Kereta api datang tepat waktu. Bunyi gemuruh disertai terompet panjang seakan sedikit menghangatkan stasiun yang penuh dengan orang-orang yang sudah menunggu itu. Seorang awak kereta yang sudah hafal dengan Profesor Ueno segera berteriak akrab ketika kereta berhenti. Ya, hampir semua pegawai stasiun maupun pegawai kereta kenal dengan Profesor Ueno dan anjingnya yang setia itu, Hachiko. Karena memang sudah bertahun-tahun dia menjadi pelanggan setia kendaraan berbahan bakar batu bara itu.
Setelah mengelus dengan kasih sayang kepada anjingnya layaknya dua orang sahabat karib, Profesor naik ke gerbong yang biasa ia tumpangi. Hachiko memandangi dari tepian balkon ke arah menghilangnya profesor dalam kereta, seakan dia ingin mengucapkan,” saya akan menunggu tuan kembali.”
“Anjing manis, jangan pergi ke mana-mana ya, jangan pernah pergi sebelum tuan kamu ini pulang!” teriak pegawai kereta setengah berkelakar.
Seakan mengerti ucapan itu, Hachiko menyambut dengan suara agak keras,”guukh!”
Tidak berapa lama petugas balkon meniup peluit panjang, pertanda kereta segera berangkat. Hachiko pun tahu arti tiupan peluit panjang itu. Makanya dia seakan-akan bersiap melepas kepergian profesor tuannya dengan gonggongan ringan. Dan didahului semburan asap yang tebal, kereta pun berangkat. Getaran yang agak keras membuat salju-salju yang menempel di dedaunan sekitar stasiun sedikit berjatuhan.

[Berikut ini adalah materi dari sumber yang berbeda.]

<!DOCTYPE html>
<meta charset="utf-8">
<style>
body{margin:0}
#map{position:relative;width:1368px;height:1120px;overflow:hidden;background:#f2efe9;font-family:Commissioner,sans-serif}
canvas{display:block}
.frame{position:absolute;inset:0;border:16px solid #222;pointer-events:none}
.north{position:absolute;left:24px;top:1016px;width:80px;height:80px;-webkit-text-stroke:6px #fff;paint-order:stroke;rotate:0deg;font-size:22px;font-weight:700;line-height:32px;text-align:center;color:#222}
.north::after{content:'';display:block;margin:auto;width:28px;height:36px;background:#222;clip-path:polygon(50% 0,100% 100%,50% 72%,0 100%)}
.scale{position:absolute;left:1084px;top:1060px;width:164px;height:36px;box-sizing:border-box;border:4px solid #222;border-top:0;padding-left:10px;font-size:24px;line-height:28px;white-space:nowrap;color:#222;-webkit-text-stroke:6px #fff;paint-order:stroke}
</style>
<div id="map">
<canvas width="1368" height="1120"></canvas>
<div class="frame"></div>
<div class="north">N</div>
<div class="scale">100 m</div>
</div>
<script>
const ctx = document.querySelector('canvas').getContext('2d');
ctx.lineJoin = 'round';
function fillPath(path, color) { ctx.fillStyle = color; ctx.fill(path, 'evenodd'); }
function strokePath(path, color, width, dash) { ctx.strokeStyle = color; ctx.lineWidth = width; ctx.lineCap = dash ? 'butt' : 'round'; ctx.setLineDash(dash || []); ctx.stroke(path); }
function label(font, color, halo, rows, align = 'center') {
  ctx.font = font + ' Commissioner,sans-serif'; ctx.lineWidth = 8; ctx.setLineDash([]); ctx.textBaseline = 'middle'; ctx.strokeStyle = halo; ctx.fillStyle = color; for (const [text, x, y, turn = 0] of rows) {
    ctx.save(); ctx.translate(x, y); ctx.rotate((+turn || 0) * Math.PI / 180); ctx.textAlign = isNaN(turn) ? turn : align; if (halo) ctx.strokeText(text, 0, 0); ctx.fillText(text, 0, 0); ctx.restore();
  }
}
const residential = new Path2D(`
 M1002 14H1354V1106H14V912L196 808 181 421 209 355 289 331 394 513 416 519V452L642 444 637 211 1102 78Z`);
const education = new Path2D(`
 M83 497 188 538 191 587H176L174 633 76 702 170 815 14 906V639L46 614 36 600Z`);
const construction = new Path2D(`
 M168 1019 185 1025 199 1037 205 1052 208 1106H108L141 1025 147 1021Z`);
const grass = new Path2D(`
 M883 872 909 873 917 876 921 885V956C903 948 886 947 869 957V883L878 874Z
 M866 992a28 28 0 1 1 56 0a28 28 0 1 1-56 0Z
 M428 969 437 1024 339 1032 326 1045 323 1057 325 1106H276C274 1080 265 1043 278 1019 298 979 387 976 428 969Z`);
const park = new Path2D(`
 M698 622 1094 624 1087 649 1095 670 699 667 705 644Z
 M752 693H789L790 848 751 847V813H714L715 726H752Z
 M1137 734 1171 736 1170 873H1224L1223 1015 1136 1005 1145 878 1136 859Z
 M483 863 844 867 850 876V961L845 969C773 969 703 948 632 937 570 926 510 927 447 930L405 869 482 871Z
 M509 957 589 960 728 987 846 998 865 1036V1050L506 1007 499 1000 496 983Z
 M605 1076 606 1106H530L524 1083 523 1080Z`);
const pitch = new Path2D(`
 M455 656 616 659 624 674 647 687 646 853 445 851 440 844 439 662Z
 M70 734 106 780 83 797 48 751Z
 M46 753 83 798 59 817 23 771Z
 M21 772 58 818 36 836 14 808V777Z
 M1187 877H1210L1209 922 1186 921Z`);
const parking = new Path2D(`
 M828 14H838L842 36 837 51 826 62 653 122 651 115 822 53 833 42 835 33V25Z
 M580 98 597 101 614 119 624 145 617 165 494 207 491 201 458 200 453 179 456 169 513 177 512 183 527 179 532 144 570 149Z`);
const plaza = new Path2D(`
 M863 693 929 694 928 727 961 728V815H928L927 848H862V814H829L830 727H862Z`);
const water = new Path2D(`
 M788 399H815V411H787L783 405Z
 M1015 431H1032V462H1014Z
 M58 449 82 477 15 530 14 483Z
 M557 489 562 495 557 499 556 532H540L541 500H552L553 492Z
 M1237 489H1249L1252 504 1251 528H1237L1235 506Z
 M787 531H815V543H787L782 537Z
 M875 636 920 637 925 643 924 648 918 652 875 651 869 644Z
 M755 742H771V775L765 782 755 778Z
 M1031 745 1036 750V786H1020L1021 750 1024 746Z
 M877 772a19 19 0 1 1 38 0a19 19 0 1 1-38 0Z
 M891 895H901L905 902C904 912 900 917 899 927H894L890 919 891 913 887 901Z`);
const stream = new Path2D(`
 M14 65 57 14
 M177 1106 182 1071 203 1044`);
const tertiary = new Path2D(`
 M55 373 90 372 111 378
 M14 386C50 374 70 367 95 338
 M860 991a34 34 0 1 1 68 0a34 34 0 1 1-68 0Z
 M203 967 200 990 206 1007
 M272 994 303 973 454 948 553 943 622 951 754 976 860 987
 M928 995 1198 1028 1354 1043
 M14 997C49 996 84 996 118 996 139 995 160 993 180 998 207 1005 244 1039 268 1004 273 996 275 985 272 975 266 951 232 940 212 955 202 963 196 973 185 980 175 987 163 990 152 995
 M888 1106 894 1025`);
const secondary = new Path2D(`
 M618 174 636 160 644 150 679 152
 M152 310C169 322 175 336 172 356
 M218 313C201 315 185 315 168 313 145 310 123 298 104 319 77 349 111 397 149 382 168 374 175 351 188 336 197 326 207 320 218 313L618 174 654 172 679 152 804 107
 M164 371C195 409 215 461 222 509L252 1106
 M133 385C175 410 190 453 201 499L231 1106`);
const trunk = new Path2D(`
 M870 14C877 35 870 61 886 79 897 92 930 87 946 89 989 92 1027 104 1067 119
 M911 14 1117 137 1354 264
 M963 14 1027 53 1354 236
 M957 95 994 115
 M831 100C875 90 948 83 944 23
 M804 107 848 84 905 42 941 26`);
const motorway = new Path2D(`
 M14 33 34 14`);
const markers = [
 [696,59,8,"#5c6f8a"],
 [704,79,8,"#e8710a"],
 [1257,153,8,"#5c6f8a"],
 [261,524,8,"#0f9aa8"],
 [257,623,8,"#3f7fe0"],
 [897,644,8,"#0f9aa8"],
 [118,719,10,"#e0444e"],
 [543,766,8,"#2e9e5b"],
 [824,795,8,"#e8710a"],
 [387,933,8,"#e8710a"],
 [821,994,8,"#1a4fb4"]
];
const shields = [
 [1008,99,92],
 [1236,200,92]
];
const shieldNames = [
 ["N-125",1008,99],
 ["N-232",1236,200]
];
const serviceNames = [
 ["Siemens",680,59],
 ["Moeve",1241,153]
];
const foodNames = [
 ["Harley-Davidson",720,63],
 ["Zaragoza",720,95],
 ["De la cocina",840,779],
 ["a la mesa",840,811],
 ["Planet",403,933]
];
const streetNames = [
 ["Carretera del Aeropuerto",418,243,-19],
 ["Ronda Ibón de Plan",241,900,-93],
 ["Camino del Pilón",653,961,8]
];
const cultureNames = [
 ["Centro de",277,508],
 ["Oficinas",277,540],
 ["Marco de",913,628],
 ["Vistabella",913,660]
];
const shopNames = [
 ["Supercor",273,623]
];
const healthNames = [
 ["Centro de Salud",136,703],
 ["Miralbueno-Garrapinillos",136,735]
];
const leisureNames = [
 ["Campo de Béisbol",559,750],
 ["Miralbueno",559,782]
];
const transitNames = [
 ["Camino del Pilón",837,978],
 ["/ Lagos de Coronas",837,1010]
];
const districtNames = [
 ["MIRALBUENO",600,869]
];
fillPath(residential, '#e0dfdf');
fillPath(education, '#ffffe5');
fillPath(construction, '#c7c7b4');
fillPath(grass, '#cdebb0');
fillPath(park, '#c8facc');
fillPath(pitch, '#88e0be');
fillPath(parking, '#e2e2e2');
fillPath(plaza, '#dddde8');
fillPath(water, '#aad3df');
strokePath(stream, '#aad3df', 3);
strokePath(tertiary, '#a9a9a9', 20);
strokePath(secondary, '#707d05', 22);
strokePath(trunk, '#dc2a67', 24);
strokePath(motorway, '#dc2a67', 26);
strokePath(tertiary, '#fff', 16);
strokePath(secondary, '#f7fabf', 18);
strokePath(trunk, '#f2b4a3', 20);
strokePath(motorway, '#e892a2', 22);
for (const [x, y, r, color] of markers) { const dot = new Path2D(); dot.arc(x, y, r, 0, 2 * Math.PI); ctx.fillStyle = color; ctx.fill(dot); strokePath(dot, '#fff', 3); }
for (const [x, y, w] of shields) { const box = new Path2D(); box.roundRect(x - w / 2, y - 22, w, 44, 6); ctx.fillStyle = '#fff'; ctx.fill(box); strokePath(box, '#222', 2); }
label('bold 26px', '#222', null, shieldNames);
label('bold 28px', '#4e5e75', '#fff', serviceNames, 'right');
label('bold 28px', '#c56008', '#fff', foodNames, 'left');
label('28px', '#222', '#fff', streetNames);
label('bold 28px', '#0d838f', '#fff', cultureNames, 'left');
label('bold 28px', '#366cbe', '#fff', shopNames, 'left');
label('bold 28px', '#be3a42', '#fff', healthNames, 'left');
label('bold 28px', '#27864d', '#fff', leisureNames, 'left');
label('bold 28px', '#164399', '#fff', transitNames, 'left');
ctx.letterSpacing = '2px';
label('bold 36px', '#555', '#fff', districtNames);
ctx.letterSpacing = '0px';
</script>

Di kampus, Profesor Ueno selain jadwal mengajar, dia juga ada tugas menyelesaikan penelitian di laboratorium. Karena itu begitu selesai mengajar di kelas, dia segera siap-siap memasuki lab untuk penelitianya. Udara yang sangat dingin di luar menerpa Profesor yang kebetulah lewat koridor kampus.
Tiba-tiba ia merasakan sesak sekali di dadanya. Seorang staf pengajar yang lain yang melihat Profesor Ueno limbung segera memapahnya ke klinik kampus. Berawal dari hal yang sederhana itu, tiba-tiba kampus jadi heboh karena Profesor Ueno pingsan. Dokter yang memeriksanya menyatakan Profesor Ueno menderita penyakit jantung, dan siang itu kambuh. Mereka berusaha menolong dan menyadarkan kembali Profesor. Namun tampaknya usaha mereka sia-sia. Profesor Ueno meninggal dunia.
Segera kerabat Profesor dihubungi. Mereka datang ke kampus dan memutuskan membawa jenazah profesor ke kampung halaman mereka, bukan kembali ke rumah Profesor di Shibuya.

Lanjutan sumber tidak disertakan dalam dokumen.